* _Directions_: Pull each line with the string "halo" from the entries.

===== Material shown

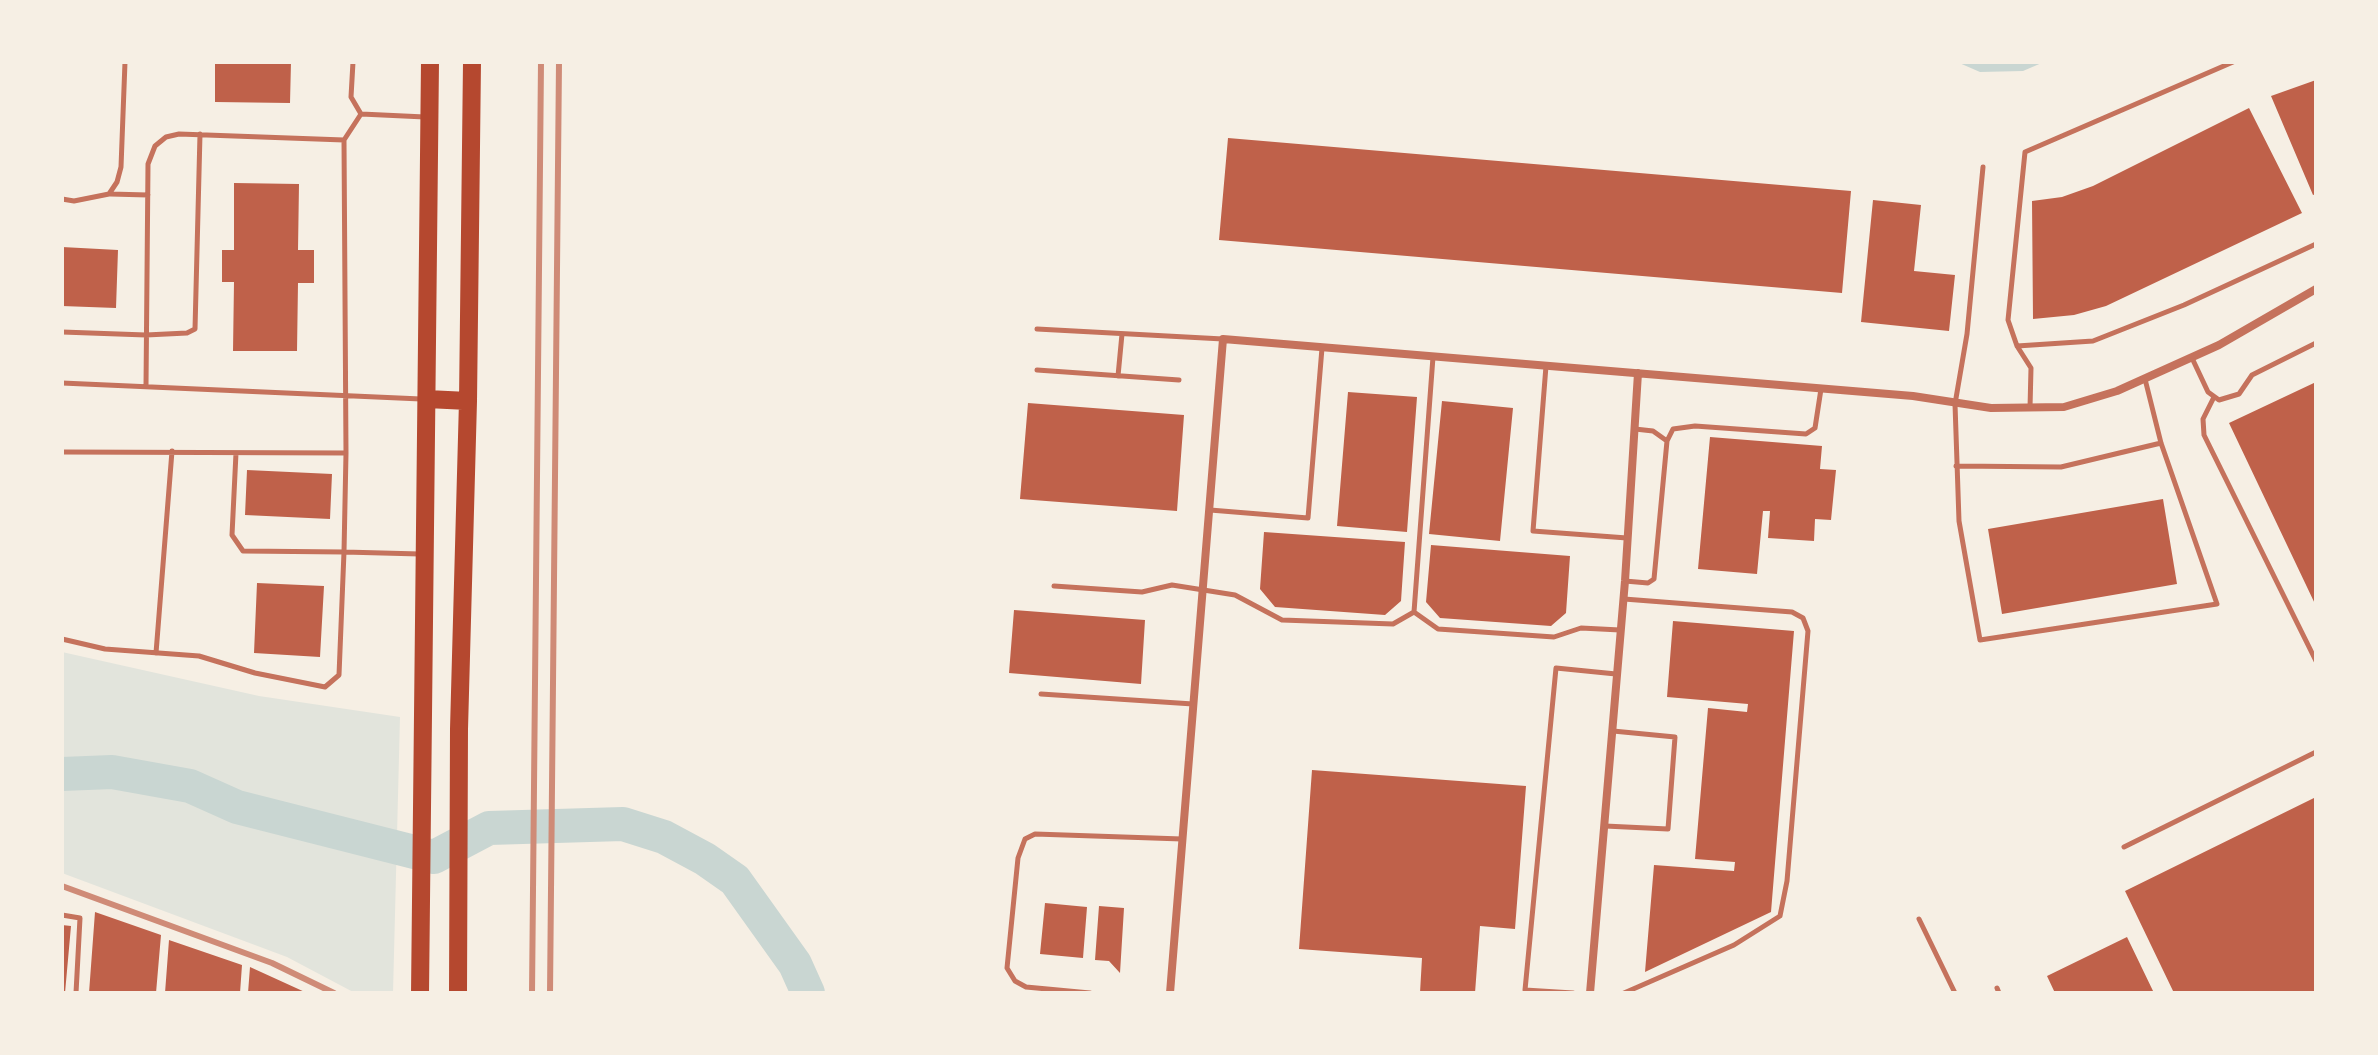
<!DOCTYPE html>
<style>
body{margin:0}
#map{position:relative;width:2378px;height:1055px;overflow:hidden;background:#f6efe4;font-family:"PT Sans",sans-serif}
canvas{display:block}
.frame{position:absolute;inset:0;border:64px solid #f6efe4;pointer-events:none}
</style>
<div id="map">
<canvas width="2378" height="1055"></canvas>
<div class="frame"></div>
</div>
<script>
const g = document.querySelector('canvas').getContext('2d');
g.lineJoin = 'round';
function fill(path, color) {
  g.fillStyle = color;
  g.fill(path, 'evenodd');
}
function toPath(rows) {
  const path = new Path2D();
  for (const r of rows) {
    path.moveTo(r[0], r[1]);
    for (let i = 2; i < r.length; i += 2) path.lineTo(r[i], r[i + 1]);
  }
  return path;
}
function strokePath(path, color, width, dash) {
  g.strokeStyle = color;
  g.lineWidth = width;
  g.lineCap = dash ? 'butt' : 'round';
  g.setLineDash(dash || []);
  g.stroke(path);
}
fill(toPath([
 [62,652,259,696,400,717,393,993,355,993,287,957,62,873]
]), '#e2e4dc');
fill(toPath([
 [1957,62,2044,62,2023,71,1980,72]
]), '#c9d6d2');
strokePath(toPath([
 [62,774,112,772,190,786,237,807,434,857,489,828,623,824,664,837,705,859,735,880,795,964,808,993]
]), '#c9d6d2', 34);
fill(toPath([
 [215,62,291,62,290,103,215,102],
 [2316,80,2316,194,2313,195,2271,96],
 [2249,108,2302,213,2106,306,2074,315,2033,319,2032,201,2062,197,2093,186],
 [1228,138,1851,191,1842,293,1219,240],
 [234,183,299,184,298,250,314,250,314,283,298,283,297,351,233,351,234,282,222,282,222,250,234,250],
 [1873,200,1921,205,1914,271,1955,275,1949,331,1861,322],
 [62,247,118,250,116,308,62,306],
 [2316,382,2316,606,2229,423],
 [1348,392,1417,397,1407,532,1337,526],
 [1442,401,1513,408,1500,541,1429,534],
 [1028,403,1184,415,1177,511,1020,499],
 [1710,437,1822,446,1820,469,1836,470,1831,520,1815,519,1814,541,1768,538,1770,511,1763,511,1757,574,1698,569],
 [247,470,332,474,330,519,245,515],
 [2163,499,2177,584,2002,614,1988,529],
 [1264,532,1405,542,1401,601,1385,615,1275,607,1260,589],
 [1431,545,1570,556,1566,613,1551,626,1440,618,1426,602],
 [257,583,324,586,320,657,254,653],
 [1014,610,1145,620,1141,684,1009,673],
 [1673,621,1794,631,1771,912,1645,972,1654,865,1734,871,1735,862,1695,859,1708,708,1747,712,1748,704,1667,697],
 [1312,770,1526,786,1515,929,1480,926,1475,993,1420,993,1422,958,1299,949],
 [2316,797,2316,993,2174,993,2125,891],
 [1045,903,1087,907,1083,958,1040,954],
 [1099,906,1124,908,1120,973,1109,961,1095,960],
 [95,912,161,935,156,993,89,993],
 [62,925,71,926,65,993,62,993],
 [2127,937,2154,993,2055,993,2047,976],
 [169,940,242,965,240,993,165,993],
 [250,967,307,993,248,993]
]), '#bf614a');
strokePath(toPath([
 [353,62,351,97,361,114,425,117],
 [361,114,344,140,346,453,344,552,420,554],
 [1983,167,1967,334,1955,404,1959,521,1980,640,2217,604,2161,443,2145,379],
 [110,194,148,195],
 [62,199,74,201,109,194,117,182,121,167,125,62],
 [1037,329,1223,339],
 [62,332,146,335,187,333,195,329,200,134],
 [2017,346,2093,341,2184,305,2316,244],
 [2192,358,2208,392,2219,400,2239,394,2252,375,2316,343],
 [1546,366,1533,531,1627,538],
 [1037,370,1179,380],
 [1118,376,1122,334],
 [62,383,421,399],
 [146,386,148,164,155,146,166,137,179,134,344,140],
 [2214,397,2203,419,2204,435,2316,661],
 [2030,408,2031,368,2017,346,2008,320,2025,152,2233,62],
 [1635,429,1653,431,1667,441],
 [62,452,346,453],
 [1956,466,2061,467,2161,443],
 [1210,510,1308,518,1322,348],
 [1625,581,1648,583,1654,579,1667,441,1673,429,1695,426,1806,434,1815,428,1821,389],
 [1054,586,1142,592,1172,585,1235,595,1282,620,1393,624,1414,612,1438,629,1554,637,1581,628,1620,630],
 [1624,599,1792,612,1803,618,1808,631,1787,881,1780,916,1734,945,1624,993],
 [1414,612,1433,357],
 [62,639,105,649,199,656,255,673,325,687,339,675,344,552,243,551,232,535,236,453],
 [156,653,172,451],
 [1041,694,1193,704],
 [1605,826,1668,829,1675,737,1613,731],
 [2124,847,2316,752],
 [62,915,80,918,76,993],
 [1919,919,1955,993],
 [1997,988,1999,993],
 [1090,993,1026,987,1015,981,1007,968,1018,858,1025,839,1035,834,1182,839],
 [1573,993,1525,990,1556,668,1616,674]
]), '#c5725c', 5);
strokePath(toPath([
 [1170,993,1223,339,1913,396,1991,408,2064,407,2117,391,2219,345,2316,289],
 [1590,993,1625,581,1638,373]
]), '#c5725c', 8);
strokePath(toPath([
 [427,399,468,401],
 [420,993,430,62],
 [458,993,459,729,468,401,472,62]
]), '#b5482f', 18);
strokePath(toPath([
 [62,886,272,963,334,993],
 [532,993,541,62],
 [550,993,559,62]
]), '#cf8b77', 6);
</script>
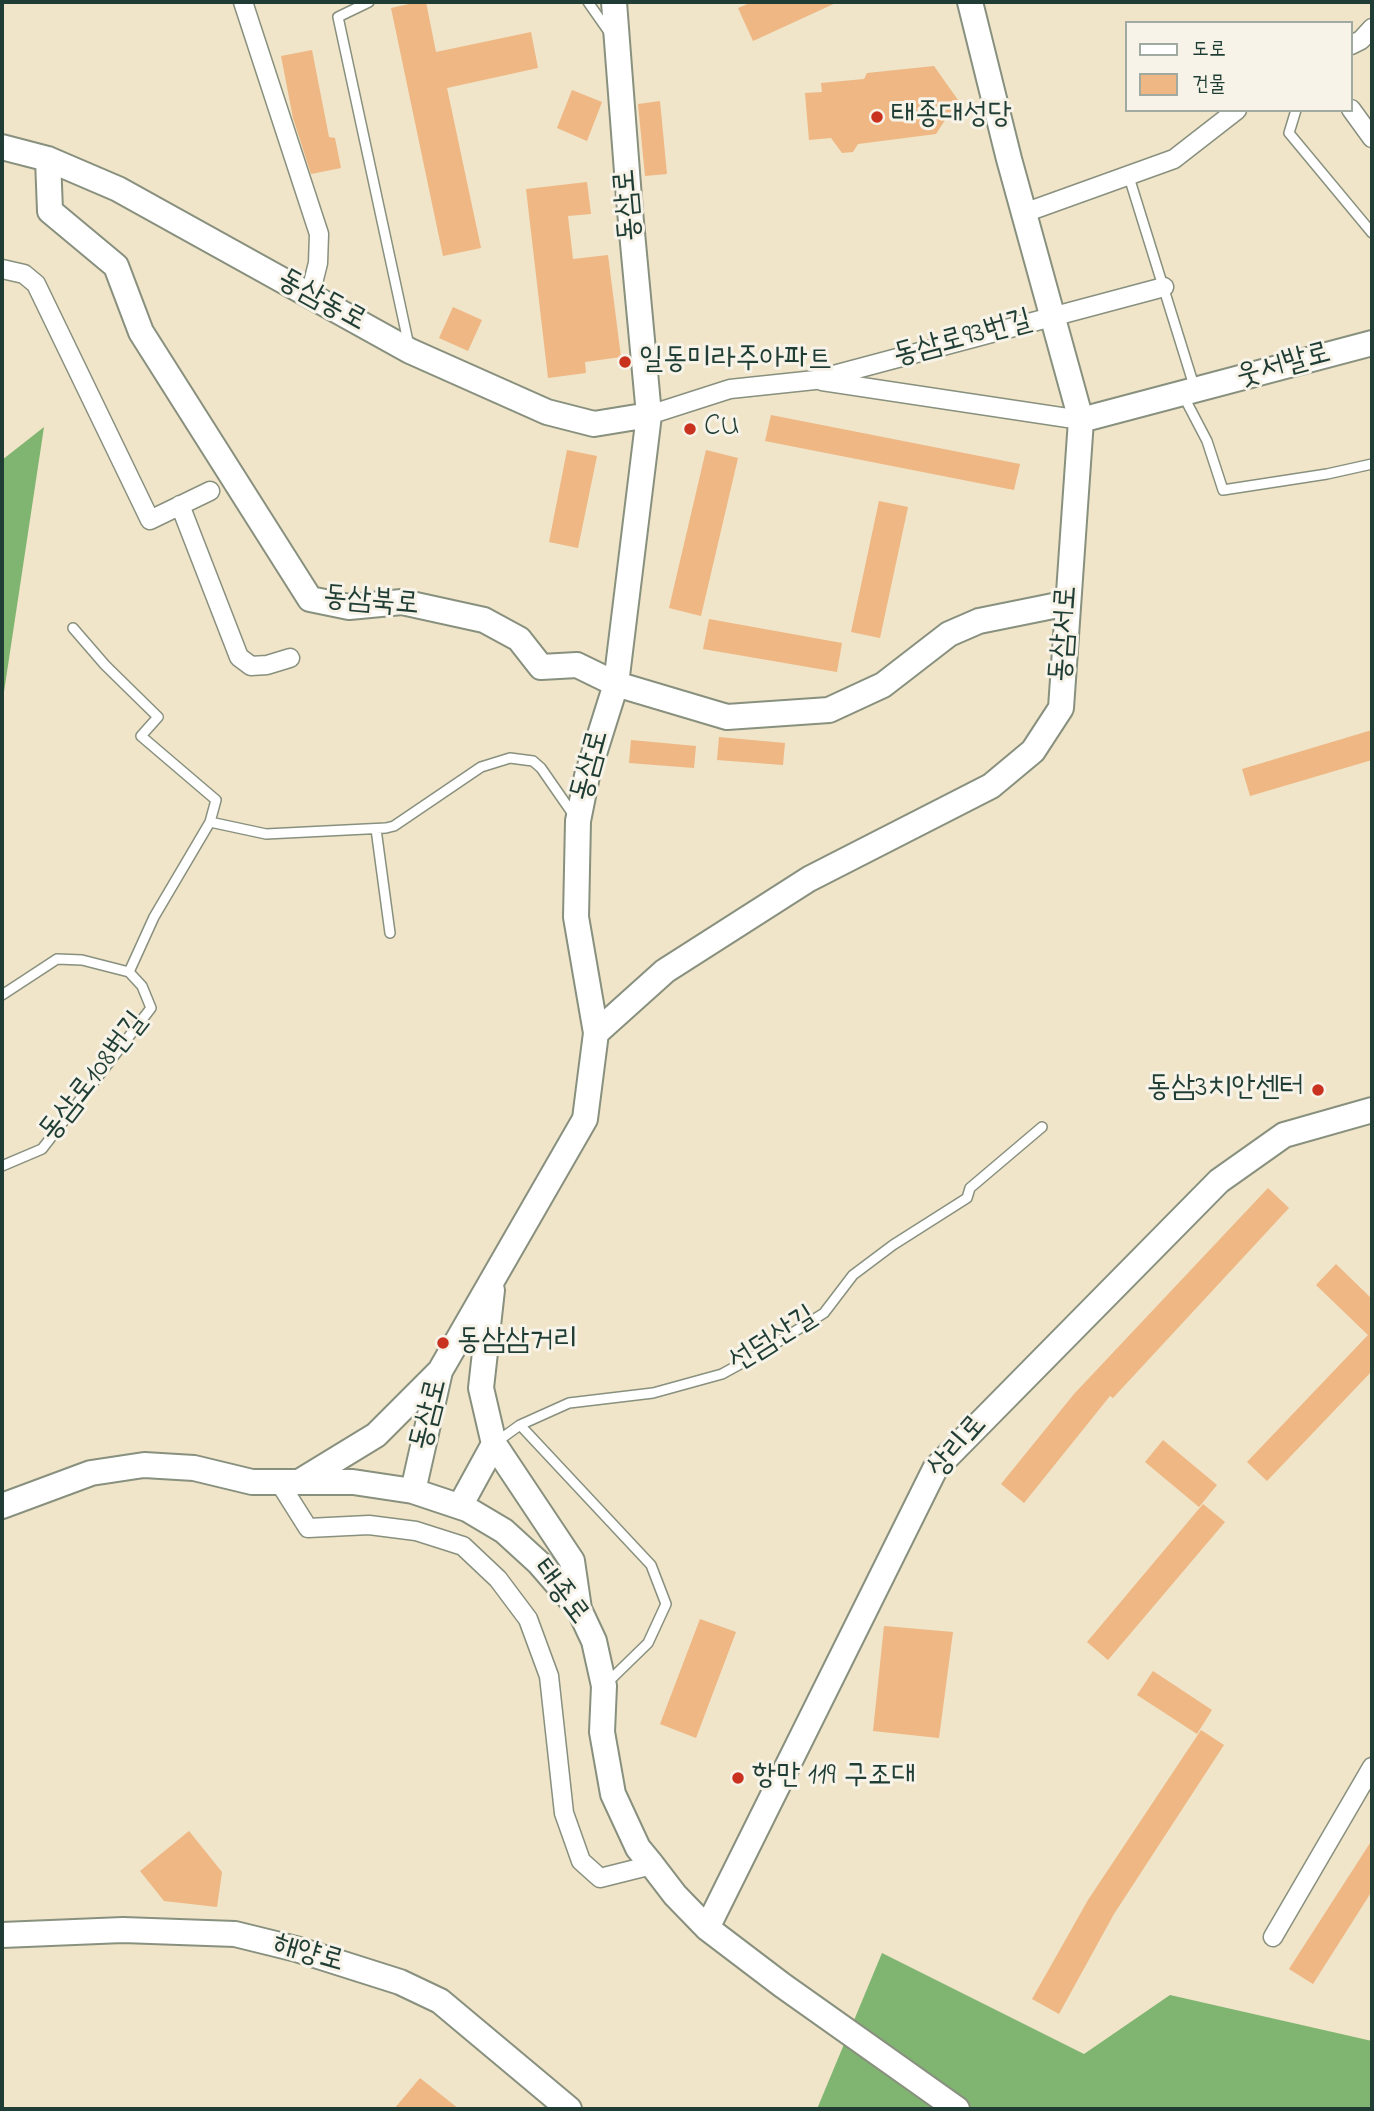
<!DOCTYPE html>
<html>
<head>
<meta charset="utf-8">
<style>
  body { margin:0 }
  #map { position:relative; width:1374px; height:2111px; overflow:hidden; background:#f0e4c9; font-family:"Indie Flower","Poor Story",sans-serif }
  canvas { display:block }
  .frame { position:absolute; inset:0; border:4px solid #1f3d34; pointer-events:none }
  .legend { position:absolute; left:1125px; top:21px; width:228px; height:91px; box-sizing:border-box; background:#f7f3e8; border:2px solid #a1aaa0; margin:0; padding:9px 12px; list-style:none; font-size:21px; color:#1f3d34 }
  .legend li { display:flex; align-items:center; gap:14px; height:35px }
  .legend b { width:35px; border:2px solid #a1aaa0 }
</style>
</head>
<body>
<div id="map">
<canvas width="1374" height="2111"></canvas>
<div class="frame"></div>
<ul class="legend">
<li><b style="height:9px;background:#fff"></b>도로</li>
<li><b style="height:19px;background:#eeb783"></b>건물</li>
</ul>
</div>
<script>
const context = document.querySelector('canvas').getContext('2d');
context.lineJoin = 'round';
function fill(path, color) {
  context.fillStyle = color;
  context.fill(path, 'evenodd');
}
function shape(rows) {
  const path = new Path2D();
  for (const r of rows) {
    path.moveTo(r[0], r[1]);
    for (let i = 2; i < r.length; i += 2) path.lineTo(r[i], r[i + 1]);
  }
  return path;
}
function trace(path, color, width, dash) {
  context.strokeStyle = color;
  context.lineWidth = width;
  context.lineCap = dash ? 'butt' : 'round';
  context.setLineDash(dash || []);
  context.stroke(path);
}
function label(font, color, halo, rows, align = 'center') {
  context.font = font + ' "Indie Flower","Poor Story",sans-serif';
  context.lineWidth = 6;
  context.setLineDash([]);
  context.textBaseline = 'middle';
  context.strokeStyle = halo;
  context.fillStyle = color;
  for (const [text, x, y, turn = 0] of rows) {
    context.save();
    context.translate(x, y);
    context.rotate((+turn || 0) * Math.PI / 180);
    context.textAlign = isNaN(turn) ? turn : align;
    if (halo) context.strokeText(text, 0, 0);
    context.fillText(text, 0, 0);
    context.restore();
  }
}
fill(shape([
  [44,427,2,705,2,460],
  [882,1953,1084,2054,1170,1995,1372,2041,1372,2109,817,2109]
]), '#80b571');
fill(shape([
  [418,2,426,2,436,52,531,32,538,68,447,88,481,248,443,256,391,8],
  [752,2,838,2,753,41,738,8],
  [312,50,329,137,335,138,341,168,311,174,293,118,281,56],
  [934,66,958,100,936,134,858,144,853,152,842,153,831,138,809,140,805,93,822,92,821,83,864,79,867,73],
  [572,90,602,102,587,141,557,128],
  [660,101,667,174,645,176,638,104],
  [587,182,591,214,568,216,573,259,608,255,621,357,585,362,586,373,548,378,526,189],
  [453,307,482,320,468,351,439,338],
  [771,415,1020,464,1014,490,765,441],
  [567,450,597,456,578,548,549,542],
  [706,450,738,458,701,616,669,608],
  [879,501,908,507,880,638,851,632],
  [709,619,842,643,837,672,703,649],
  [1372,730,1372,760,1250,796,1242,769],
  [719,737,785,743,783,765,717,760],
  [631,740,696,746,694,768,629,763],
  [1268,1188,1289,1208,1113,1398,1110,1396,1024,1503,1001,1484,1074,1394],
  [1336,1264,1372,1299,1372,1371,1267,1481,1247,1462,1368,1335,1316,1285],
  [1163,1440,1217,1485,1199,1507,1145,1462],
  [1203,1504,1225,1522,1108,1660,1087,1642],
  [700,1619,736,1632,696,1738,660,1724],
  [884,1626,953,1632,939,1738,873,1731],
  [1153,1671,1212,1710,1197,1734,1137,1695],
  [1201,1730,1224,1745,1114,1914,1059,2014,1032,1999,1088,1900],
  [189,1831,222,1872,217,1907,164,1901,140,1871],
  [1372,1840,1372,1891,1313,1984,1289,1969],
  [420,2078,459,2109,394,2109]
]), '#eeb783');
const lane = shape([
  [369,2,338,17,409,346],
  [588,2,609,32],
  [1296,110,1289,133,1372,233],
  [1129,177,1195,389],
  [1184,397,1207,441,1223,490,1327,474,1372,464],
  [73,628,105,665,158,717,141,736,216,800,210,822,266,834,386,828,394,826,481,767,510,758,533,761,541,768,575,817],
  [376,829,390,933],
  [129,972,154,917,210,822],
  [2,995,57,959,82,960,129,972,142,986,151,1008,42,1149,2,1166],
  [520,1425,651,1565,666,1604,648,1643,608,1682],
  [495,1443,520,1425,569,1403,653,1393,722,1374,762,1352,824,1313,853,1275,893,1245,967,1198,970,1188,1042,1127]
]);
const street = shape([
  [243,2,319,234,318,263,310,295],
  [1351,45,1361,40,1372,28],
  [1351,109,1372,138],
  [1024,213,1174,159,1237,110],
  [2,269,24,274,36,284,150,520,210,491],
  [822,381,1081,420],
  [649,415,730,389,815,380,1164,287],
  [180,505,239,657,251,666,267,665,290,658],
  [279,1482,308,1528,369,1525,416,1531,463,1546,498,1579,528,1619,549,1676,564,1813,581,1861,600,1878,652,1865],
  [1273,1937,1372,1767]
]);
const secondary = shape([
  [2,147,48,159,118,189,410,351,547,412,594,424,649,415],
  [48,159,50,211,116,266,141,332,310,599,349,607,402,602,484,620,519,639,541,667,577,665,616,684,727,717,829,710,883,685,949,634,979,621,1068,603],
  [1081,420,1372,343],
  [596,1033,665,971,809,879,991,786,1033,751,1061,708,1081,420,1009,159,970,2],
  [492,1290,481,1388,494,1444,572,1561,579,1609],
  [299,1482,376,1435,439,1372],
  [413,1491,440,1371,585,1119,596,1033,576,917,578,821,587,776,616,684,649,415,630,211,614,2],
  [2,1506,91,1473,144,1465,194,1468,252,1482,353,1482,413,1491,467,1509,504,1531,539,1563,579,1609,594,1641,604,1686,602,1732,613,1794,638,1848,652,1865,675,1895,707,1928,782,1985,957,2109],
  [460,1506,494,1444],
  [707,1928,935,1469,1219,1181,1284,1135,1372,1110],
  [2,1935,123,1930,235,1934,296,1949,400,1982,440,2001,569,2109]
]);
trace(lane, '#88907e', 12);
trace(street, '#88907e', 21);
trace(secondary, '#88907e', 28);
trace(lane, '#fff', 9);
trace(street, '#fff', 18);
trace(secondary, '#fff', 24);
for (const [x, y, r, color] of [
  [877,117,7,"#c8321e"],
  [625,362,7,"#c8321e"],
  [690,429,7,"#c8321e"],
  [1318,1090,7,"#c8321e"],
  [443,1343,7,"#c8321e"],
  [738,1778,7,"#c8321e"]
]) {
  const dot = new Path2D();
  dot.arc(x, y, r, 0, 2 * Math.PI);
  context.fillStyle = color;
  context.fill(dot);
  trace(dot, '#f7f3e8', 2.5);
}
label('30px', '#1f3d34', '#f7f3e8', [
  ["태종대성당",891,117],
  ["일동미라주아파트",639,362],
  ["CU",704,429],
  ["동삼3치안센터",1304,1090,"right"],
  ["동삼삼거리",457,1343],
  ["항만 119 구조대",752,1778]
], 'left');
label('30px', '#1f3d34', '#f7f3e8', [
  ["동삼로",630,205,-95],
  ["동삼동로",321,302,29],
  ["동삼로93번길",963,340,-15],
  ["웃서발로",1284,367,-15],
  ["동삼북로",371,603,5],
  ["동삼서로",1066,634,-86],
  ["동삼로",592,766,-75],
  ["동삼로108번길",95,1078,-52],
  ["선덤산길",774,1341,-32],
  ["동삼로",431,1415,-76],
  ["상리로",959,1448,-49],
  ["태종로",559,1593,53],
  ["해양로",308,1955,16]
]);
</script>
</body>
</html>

==========

* _Your response_:
function label(font, color, halo, rows, align = 'center') {
  context.strokeStyle = halo;
    if (halo) context.strokeText(text, 0, 0);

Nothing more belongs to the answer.